Carlo Calenda non si stanca di esternare la propria contrarietà al progetto di Renzi: “Rischia di farsi – ha detto l’ex ministro dello Sviluppo economico a Radio Capital – perché l’impulso all’autopreservazione del ceto politico è gigantesco. E l’ex premier ha bisogno di più tempo per fare il suo partito. Ma così offriremo un’occasione gigantesca a Salvini”. “Il Pd è finito“, ha aggiunto Calenda: “Ci sono due Pd: uno ha i gruppi parlamentari e un altro ha il partito. Nell’ultima direzione ho proposto di creare una segreteria politica in cui la gente si guarda in faccia e prende una decisione comune. I primi a non volerlo sono stati i renziani. Renzi non si siede con nessuno, non prende la telefonata di nessuno e non discute con nessuno. Questa è la verità”.
Nel partito, intanto, si fa strada un’altra ipotesi, un’alternativa tra il voto subito chiesto da Zingaretti e un governo di scopo per fare la manovra invocato da Matteo Renzi: un governo di legislatura che duri almeno tre anni, cioè fino all’elezione del nuovo presidente della Repubblica nel 2022. Un programma con pochi punti, tra cui sicuramente l’abolizione dei decreti sicurezza di Salvini, e un premier che piaccia anche ai Cinquestelle senza esserne diretta emanazione (per ora si fa il nome di Raffaele Cantone). Non a caso a lanciare l’idea-ponte è stato Goffredo Bettini, uno dei consiglieri più ascoltati dal segretario ma con credito anche tra i renziani.
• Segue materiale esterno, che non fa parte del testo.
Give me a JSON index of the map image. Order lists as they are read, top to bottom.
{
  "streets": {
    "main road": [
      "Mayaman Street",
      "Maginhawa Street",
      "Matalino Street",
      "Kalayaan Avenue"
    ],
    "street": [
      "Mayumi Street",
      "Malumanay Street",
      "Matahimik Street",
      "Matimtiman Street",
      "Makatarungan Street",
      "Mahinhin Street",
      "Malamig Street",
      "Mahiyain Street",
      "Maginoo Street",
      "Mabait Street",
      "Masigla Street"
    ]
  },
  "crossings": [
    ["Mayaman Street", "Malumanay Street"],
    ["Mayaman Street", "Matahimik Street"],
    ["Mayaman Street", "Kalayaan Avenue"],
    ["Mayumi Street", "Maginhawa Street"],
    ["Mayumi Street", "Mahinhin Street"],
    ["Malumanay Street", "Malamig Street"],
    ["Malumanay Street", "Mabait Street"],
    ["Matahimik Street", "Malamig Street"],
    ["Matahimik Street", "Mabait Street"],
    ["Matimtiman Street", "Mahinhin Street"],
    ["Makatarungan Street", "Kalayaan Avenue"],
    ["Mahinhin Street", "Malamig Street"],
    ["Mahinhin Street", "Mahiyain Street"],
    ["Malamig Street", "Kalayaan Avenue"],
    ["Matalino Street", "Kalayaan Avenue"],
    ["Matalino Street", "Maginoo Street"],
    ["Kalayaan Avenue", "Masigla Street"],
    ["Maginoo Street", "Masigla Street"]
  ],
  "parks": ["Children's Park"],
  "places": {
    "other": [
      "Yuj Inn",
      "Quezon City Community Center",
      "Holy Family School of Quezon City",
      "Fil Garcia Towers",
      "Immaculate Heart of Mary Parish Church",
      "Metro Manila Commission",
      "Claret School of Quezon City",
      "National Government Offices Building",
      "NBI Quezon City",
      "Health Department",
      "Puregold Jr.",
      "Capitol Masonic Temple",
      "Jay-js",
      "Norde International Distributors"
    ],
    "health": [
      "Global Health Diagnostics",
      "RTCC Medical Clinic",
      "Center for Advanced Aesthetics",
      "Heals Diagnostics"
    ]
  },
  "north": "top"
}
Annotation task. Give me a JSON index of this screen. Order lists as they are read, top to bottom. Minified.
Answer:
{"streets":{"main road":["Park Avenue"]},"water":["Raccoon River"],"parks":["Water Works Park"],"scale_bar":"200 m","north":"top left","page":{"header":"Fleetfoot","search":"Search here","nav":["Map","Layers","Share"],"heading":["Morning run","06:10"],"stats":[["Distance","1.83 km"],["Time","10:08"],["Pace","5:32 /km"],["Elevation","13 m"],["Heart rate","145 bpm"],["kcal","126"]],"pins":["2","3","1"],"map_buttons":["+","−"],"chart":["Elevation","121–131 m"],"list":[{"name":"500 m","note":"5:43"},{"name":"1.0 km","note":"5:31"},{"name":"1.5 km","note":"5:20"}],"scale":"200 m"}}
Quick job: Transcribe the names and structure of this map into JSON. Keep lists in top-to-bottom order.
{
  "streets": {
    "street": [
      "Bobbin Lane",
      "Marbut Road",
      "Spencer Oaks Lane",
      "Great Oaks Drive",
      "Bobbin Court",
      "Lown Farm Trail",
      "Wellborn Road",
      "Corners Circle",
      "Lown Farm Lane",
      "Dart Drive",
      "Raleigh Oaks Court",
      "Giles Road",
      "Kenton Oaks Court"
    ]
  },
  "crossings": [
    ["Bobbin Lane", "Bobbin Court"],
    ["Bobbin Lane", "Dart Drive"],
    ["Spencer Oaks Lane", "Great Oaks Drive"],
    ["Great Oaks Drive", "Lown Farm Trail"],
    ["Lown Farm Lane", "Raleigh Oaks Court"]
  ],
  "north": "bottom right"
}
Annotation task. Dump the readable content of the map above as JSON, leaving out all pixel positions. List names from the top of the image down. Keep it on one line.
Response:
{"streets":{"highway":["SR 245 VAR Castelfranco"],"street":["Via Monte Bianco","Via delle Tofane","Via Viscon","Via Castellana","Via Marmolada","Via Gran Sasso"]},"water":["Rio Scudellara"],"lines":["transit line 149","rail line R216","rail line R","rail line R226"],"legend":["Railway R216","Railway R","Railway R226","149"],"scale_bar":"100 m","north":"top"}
In mattinata Zingaretti ha incontrato al Nazareno Marcucci e, in rappresentanza del presidente dei deputati Graziano Delrio, il segretario d’Aula e membro del consiglio di presidenza della Camera Enrico Borghi. Il colloquio è servito a fare un punto in vista delle riunioni dei capigruppo di Camera e Senato. Delrio non è riuscitoa essere a Roma in tempo per la riunione, che precede l’assemblea di gruppo convocata alle 15 in Senato, ma a quanto si apprende in questi giorni è stato in continuo contatto con il segretario.